The Boys in the Band Talk


Clay Wombles's crew of Royal woodcutters about 1900. (Womble at the extreme left; Camilio Dutil third from left; Jack Maltos in foreground with dog; Dave Cabrera, Phil Swank, Joe Huber, Ed Olsen and Juan Paredes are present.
Later on the same page the author refers to nearby residents, Antonio (brother of Juan Paredes) and Matilda Paredes and Andres Sambrano and wife Ysidra and Andres' stepfather Patricio Avila (the man of the famous photo)


When we built our Day of the Dead ancestor shrine we framed some of our old family photos.   Jim Riley, our genealogist advisor had suggested that we “go wide” in our search so we widened our invitation including  the names of friends, and neighbors to the shrine. 

We added the names from the "the boys in the band" photo ….  The whole crew from the New Almaden Brass Band: Arnold Vincent, Juan Paredes, Cruz Mercado, Andres Sambrano, Henry Vincent, Dan Flanagan, Antonio Paredes, Feliciano Martines, Juan Mattos (Maltos), Joe Varrote, Adolph Martinez, Amado Gonzales, John Luxon,  

Then magic happened…even before the shrine was done the boys in the band began to talk.  

An intuition nudged Stella to pick up Madam Felix's Gold, a book we had about the mines of Calaveras County. She found this page with the picture of our Grand father. Standing next to our grandfather, Juan Maltos were some of the same boys in the band. Paredes and Sambrano.
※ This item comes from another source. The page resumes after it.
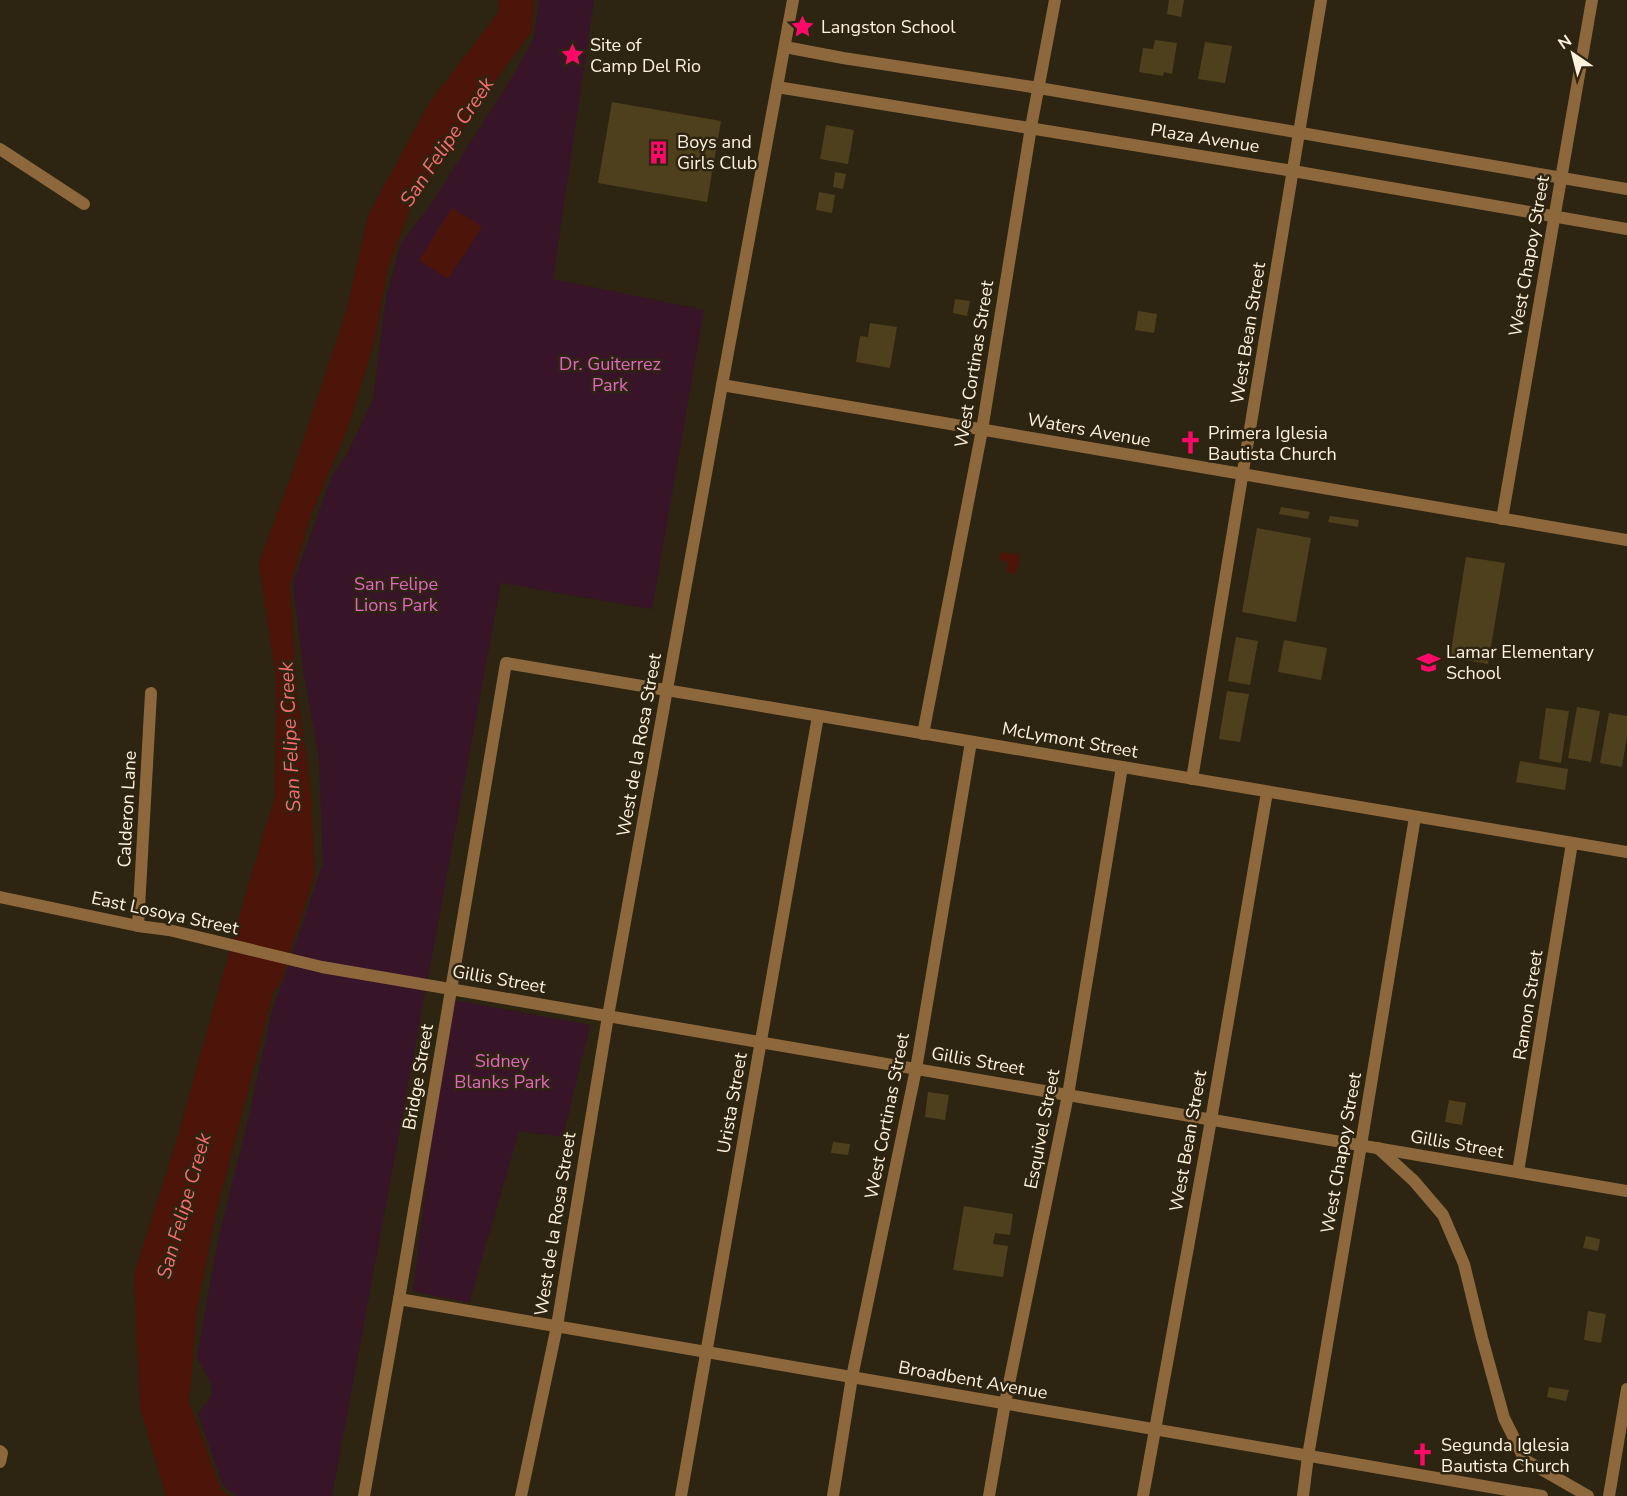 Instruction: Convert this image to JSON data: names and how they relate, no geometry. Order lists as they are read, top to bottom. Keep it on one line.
{"streets":{"street":["Plaza Avenue","West Chapoy Street","West Bean Street","West Cortinas Street","Waters Avenue","McLymont Street","West de la Rosa Street","Calderon Lane","East Losoya Street","Gillis Street","Ramon Street","Bridge Street","Urista Street","Esquivel Street","Broadbent Avenue"]},"crossings":[["Plaza Avenue","West Chapoy Street"],["Plaza Avenue","West Bean Street"],["Plaza Avenue","West Cortinas Street"],["Plaza Avenue","West de la Rosa Street"],["West Chapoy Street","Waters Avenue"],["West Chapoy Street","McLymont Street"],["West Chapoy Street","Gillis Street"],["West Chapoy Street","Broadbent Avenue"],["West Bean Street","Waters Avenue"],["West Bean Street","McLymont Street"],["West Bean Street","Gillis Street"],["West Bean Street","Broadbent Avenue"],["West Cortinas Street","Waters Avenue"],["West Cortinas Street","McLymont Street"],["West Cortinas Street","Gillis Street"],["West Cortinas Street","Broadbent Avenue"],["Waters Avenue","West de la Rosa Street"],["McLymont Street","West de la Rosa Street"],["McLymont Street","Ramon Street"],["McLymont Street","Bridge Street"],["McLymont Street","Urista Street"],["McLymont Street","Esquivel Street"],["West de la Rosa Street","Gillis Street"],["West de la Rosa Street","Broadbent Avenue"],["Calderon Lane","East Losoya Street"],["East Losoya Street","Gillis Street"],["Gillis Street","Ramon Street"],["Gillis Street","Bridge Street"],["Gillis Street","Urista Street"],["Gillis Street","Esquivel Street"],["Bridge Street","Broadbent Avenue"],["Urista Street","Broadbent Avenue"],["Esquivel Street","Broadbent Avenue"]],"water":["San Felipe Creek"],"parks":["Dr. Guiterrez Park","San Felipe Lions Park","Sidney Blanks Park"],"places":{"place":["Langston School","Site of Camp Del Rio"],"building":["Boys and Girls Club"],"church":["Primera Iglesia Bautista Church","Segunda Iglesia Bautista Church"],"school or university":["Lamar Elementary School"]},"north":"top left"}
The sisters Allison were astonished and amazed.   The boys in the band grew up, moved out of Santa Clara County and went north to Calaveras. They were lumber cutters together. Probably harvesting oaks for the building the Royal Mine. Neighbors and pals still.

Do we believe in magic?
The unfolding of our family story is magical. We began with almost no information about our Latino forbearers. Now we know more about Grandpa Juan than our mother Marie Maltos. 

Slowly we are fitting together scraps of facts and slivers of stories.   Gradually a picture of a person comes together, a portrait of a time and place. We build a story of how we came to exist in our time and place.

Over time we conjure answers to our ancestral questions out of the ether.
What could be more magical?

Source: Madam Felix's Gold: The story of the Madam Felix Mining District, Calaveral County, California, Williard P Fuller Jr., Judith Marvin, Julia G Costello, Foothill Resources, 1996.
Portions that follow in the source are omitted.